:: YOUR OBJECTIVE ::
All entries below are to be reproduced exactly.

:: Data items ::
#####

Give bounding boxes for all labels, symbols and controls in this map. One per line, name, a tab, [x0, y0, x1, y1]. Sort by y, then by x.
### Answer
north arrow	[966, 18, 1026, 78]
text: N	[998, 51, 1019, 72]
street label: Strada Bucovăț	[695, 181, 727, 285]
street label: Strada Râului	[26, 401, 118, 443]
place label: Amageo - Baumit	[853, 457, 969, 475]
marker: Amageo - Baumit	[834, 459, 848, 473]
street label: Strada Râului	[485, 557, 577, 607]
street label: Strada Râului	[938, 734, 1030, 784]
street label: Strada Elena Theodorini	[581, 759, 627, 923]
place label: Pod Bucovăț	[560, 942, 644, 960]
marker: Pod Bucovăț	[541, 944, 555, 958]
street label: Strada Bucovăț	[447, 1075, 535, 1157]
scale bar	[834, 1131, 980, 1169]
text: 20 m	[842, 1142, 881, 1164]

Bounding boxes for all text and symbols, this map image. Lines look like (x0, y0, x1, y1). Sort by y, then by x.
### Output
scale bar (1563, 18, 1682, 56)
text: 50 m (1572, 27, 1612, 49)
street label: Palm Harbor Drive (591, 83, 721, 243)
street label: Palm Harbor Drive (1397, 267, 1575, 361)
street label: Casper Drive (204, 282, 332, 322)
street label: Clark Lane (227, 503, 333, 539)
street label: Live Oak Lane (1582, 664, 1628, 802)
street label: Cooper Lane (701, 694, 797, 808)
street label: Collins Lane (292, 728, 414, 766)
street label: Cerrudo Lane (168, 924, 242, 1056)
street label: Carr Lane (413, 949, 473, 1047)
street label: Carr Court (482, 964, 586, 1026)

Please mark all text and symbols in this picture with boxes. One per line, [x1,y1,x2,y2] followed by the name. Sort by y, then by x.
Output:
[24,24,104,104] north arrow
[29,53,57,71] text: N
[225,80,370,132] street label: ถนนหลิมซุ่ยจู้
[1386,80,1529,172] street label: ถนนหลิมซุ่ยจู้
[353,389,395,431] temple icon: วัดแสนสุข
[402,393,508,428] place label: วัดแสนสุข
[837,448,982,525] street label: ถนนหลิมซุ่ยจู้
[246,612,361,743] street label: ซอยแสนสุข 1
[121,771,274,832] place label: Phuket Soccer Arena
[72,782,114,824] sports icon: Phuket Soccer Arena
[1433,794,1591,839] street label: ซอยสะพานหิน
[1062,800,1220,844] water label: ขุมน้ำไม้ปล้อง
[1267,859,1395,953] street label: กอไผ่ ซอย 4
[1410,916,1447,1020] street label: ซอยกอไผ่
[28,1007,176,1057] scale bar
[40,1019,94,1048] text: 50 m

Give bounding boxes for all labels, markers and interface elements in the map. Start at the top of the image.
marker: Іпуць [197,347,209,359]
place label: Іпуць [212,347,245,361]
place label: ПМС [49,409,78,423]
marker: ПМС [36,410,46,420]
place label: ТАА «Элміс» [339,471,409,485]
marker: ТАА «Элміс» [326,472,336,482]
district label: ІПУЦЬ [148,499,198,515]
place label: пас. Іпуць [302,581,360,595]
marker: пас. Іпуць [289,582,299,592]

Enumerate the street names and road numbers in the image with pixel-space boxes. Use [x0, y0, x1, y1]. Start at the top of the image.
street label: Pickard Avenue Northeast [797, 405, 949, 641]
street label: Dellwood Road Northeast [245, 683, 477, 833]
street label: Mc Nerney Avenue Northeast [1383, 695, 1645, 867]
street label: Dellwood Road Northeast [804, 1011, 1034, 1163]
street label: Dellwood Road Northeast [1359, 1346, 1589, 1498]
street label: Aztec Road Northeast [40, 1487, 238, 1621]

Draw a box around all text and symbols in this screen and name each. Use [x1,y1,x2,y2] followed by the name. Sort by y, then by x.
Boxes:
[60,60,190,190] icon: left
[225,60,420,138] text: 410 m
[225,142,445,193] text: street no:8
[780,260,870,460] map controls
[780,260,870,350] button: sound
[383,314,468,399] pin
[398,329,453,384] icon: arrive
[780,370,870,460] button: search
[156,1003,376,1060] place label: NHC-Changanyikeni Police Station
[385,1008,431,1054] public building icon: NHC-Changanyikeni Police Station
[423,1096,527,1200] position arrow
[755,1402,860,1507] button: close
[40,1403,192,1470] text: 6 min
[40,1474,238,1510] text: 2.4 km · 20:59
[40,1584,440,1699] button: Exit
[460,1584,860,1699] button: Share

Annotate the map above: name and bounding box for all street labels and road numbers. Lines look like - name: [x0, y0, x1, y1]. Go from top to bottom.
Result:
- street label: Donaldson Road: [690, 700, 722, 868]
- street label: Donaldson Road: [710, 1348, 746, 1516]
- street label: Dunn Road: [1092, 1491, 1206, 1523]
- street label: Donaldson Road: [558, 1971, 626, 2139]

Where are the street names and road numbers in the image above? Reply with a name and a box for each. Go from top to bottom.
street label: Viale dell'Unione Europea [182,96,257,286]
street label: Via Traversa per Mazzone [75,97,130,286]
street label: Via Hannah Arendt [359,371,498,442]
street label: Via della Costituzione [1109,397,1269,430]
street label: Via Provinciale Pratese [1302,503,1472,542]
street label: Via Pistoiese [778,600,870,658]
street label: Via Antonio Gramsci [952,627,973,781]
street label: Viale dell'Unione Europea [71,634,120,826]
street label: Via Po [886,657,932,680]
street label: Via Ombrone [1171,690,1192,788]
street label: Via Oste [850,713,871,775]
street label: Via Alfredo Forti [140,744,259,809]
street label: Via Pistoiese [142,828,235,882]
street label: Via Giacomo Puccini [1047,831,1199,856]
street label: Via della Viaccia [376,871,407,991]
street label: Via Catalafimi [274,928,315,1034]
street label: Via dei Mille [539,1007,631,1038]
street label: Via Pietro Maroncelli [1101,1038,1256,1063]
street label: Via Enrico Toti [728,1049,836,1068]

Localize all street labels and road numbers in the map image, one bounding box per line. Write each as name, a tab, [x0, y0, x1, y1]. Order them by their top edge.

#####

:: ANSWER TO THIS EXERCISE ::
Give bounding boxes for all labels, symbols and controls in this map. One per line, name, a tab, [x0, y0, x1, y1]. Sort by y, then by x.
### Answer
north arrow	[966, 18, 1026, 78]
text: N	[998, 51, 1019, 72]
street label: Strada Bucovăț	[695, 181, 727, 285]
street label: Strada Râului	[26, 401, 118, 443]
place label: Amageo - Baumit	[853, 457, 969, 475]
marker: Amageo - Baumit	[834, 459, 848, 473]
street label: Strada Râului	[485, 557, 577, 607]
street label: Strada Râului	[938, 734, 1030, 784]
street label: Strada Elena Theodorini	[581, 759, 627, 923]
place label: Pod Bucovăț	[560, 942, 644, 960]
marker: Pod Bucovăț	[541, 944, 555, 958]
street label: Strada Bucovăț	[447, 1075, 535, 1157]
scale bar	[834, 1131, 980, 1169]
text: 20 m	[842, 1142, 881, 1164]

Bounding boxes for all text and symbols, this map image. Lines look like (x0, y0, x1, y1). Sort by y, then by x.
### Output
scale bar (1563, 18, 1682, 56)
text: 50 m (1572, 27, 1612, 49)
street label: Palm Harbor Drive (591, 83, 721, 243)
street label: Palm Harbor Drive (1397, 267, 1575, 361)
street label: Casper Drive (204, 282, 332, 322)
street label: Clark Lane (227, 503, 333, 539)
street label: Live Oak Lane (1582, 664, 1628, 802)
street label: Cooper Lane (701, 694, 797, 808)
street label: Collins Lane (292, 728, 414, 766)
street label: Cerrudo Lane (168, 924, 242, 1056)
street label: Carr Lane (413, 949, 473, 1047)
street label: Carr Court (482, 964, 586, 1026)

Please mark all text and symbols in this picture with boxes. One per line, [x1,y1,x2,y2] followed by the name. Sort by y, then by x.
Output:
[24,24,104,104] north arrow
[29,53,57,71] text: N
[225,80,370,132] street label: ถนนหลิมซุ่ยจู้
[1386,80,1529,172] street label: ถนนหลิมซุ่ยจู้
[353,389,395,431] temple icon: วัดแสนสุข
[402,393,508,428] place label: วัดแสนสุข
[837,448,982,525] street label: ถนนหลิมซุ่ยจู้
[246,612,361,743] street label: ซอยแสนสุข 1
[121,771,274,832] place label: Phuket Soccer Arena
[72,782,114,824] sports icon: Phuket Soccer Arena
[1433,794,1591,839] street label: ซอยสะพานหิน
[1062,800,1220,844] water label: ขุมน้ำไม้ปล้อง
[1267,859,1395,953] street label: กอไผ่ ซอย 4
[1410,916,1447,1020] street label: ซอยกอไผ่
[28,1007,176,1057] scale bar
[40,1019,94,1048] text: 50 m

Give bounding boxes for all labels, markers and interface elements in the map. Start at the top of the image.
marker: Іпуць [197,347,209,359]
place label: Іпуць [212,347,245,361]
place label: ПМС [49,409,78,423]
marker: ПМС [36,410,46,420]
place label: ТАА «Элміс» [339,471,409,485]
marker: ТАА «Элміс» [326,472,336,482]
district label: ІПУЦЬ [148,499,198,515]
place label: пас. Іпуць [302,581,360,595]
marker: пас. Іпуць [289,582,299,592]

Enumerate the street names and road numbers in the image with pixel-space boxes. Use [x0, y0, x1, y1]. Start at the top of the image.
street label: Pickard Avenue Northeast [797, 405, 949, 641]
street label: Dellwood Road Northeast [245, 683, 477, 833]
street label: Mc Nerney Avenue Northeast [1383, 695, 1645, 867]
street label: Dellwood Road Northeast [804, 1011, 1034, 1163]
street label: Dellwood Road Northeast [1359, 1346, 1589, 1498]
street label: Aztec Road Northeast [40, 1487, 238, 1621]

Draw a box around all text and symbols in this screen and name each. Use [x1,y1,x2,y2] followed by the name. Sort by y, then by x.
Boxes:
[60,60,190,190] icon: left
[225,60,420,138] text: 410 m
[225,142,445,193] text: street no:8
[780,260,870,460] map controls
[780,260,870,350] button: sound
[383,314,468,399] pin
[398,329,453,384] icon: arrive
[780,370,870,460] button: search
[156,1003,376,1060] place label: NHC-Changanyikeni Police Station
[385,1008,431,1054] public building icon: NHC-Changanyikeni Police Station
[423,1096,527,1200] position arrow
[755,1402,860,1507] button: close
[40,1403,192,1470] text: 6 min
[40,1474,238,1510] text: 2.4 km · 20:59
[40,1584,440,1699] button: Exit
[460,1584,860,1699] button: Share

Annotate the map above: name and bounding box for all street labels and road numbers. Lines look like - name: [x0, y0, x1, y1]. Go from top to bottom.
Result:
- street label: Donaldson Road: [690, 700, 722, 868]
- street label: Donaldson Road: [710, 1348, 746, 1516]
- street label: Dunn Road: [1092, 1491, 1206, 1523]
- street label: Donaldson Road: [558, 1971, 626, 2139]

Where are the street names and road numbers in the image above? Reply with a name and a box for each. Go from top to bottom.
street label: Viale dell'Unione Europea [182,96,257,286]
street label: Via Traversa per Mazzone [75,97,130,286]
street label: Via Hannah Arendt [359,371,498,442]
street label: Via della Costituzione [1109,397,1269,430]
street label: Via Provinciale Pratese [1302,503,1472,542]
street label: Via Pistoiese [778,600,870,658]
street label: Via Antonio Gramsci [952,627,973,781]
street label: Viale dell'Unione Europea [71,634,120,826]
street label: Via Po [886,657,932,680]
street label: Via Ombrone [1171,690,1192,788]
street label: Via Oste [850,713,871,775]
street label: Via Alfredo Forti [140,744,259,809]
street label: Via Pistoiese [142,828,235,882]
street label: Via Giacomo Puccini [1047,831,1199,856]
street label: Via della Viaccia [376,871,407,991]
street label: Via Catalafimi [274,928,315,1034]
street label: Via dei Mille [539,1007,631,1038]
street label: Via Pietro Maroncelli [1101,1038,1256,1063]
street label: Via Enrico Toti [728,1049,836,1068]

Localize all street labels and road numbers in the map image, one bounding box per line. Write each as name, a tab, [x0, y0, x1, y1]. Order them by their top edge.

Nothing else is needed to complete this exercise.